評論家からの批評は賛否両論であったが、2,500万ドルの製作費に対して全世界で約1億2,000万ドルもの収益を上げ、興行的には成功を収めた。
ストーリー
イタリアに駐在する米国人外交官ロバート・ソーンは、身重の妻キャサリン・ソーンが入院中の病院から突如呼び出しを受け急行する。そこで知らされたのは、母体は命を取りとめたものの、子供は死産という悲報であった。悲観に暮れるロバートに、病院の牧師であるスピレット神父は同日に産まれて母親が死亡した赤子を紹介し、「神もこういう嘘ならお赦しになる」と養子にするよう勧める。子供を欲しがっていた妻の精神的負担を考慮したロバートは、妻に内緒でそれを受け入れ、ダミアンと名付けた男児を夫婦で育てることにした。イギリスのセント・ジェームズ宮殿の副大統領が不審な車両火災事故で死亡したことから、彼の職を引き継いだ後任のロバートは、妻とダミアンを連れてロンドン郊外の大邸宅に引っ越すことになる。しかしダミアンの盛大な誕生日パーティーの場で、黒い犬に魅入られた乳母が、大勢の招待客の前で「ダミアン、見て!」と叫んで首つり自殺を遂げる不可解な事件が起きる。
職務中のロバートはブレナン神父の訪問を受けた。ダミアンの出生に関わりを持つというブレナン神父は、ロバートを助けることで自分も神に赦されると話し、「あの子の母はジャッカルだ」と言う。そんなある日、ソーン夫妻は優しそうなベイロック夫人を新しい乳母に雇い入れる。ベイロックは初対面のダミアンに「私はあなたの味方よ」と話し、夫妻の許可なしにダミアンのためにと大型犬のロットワイラーを飼う。ダミアンが動物園を訪れると、動物たちは恐怖心で怯え出し、キャサリンはダミアンが普通の子ではないと不信感を抱く。再びロバートに接触したブレナン神父はヨハネの黙示録の一節を口にしながら、イズレエルの都市メギドに行き、悪魔の子ダミアンの殺し方を知っているブーゲンハーゲンを訪ねるよう説得する。ロバートに拒絶されたブレナンは雷雨の中を教会に戻るが、雷に打たれて落下した避雷針で串刺しになる。

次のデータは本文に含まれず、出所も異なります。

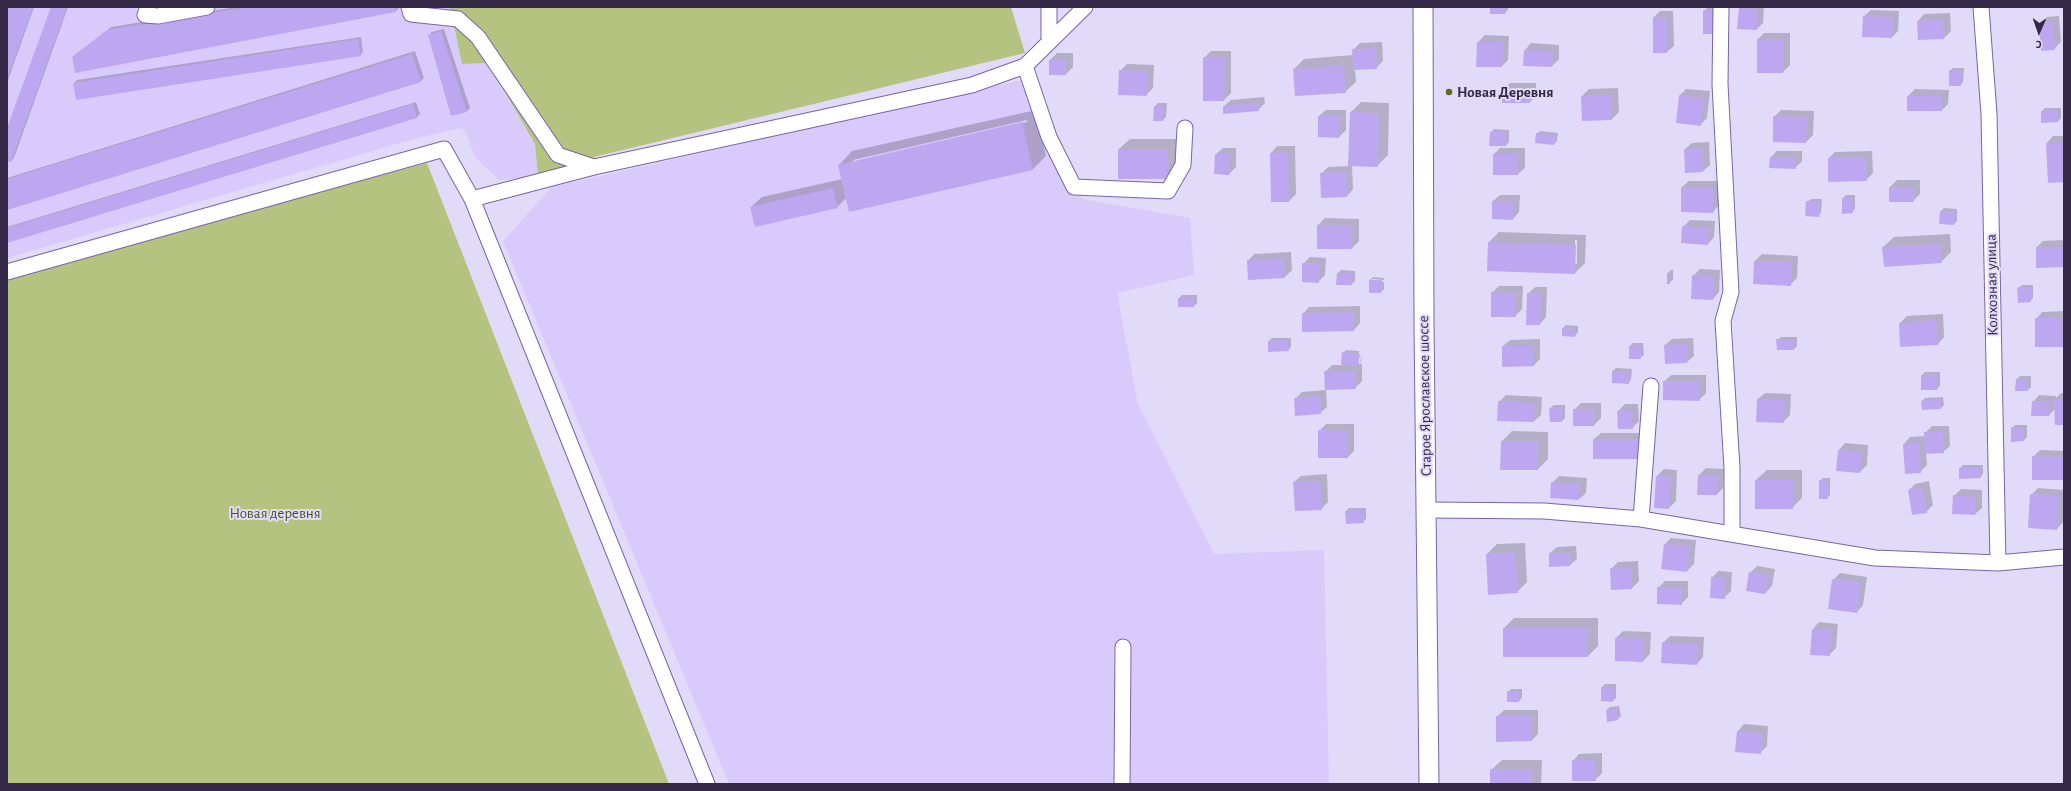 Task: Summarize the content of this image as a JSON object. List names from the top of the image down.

キャサリンは自分が妊娠していることを知り、ダミアンのような子が産まれないよう中絶するという。その後、脚立の上でプランターの手入れをするキャサリンに、キックボードで走るダミアンがぶつかり、高所から転落したキャサリンはその事故で流産した。入院中のキャサリンは、ダミアンは危険な子だと夫に話す。カメラマンのキース・ジェニングスはロバートに連絡を取り、今まで撮った写真に死の前兆を示す光が写り込んでいることを教える。ロバートはジェニングスと共に、ダミアンの実の母を探し、ダミアンが産まれた施設は火災で全焼したことを知る。2人はスビアーコにいるスピレット神父に会いに行く。大火傷で奇形になったスピレットに、ダミアンの母親は誰かを質問するロバート。介護の修道士は、意思疎通や会話は無理だと中断を進言するが、スピレットは筆記具を握り“チェルヴェット”と書いた。修道士はエトルリア時代の古い墓があるチェルヴェテリのことだろうと言う。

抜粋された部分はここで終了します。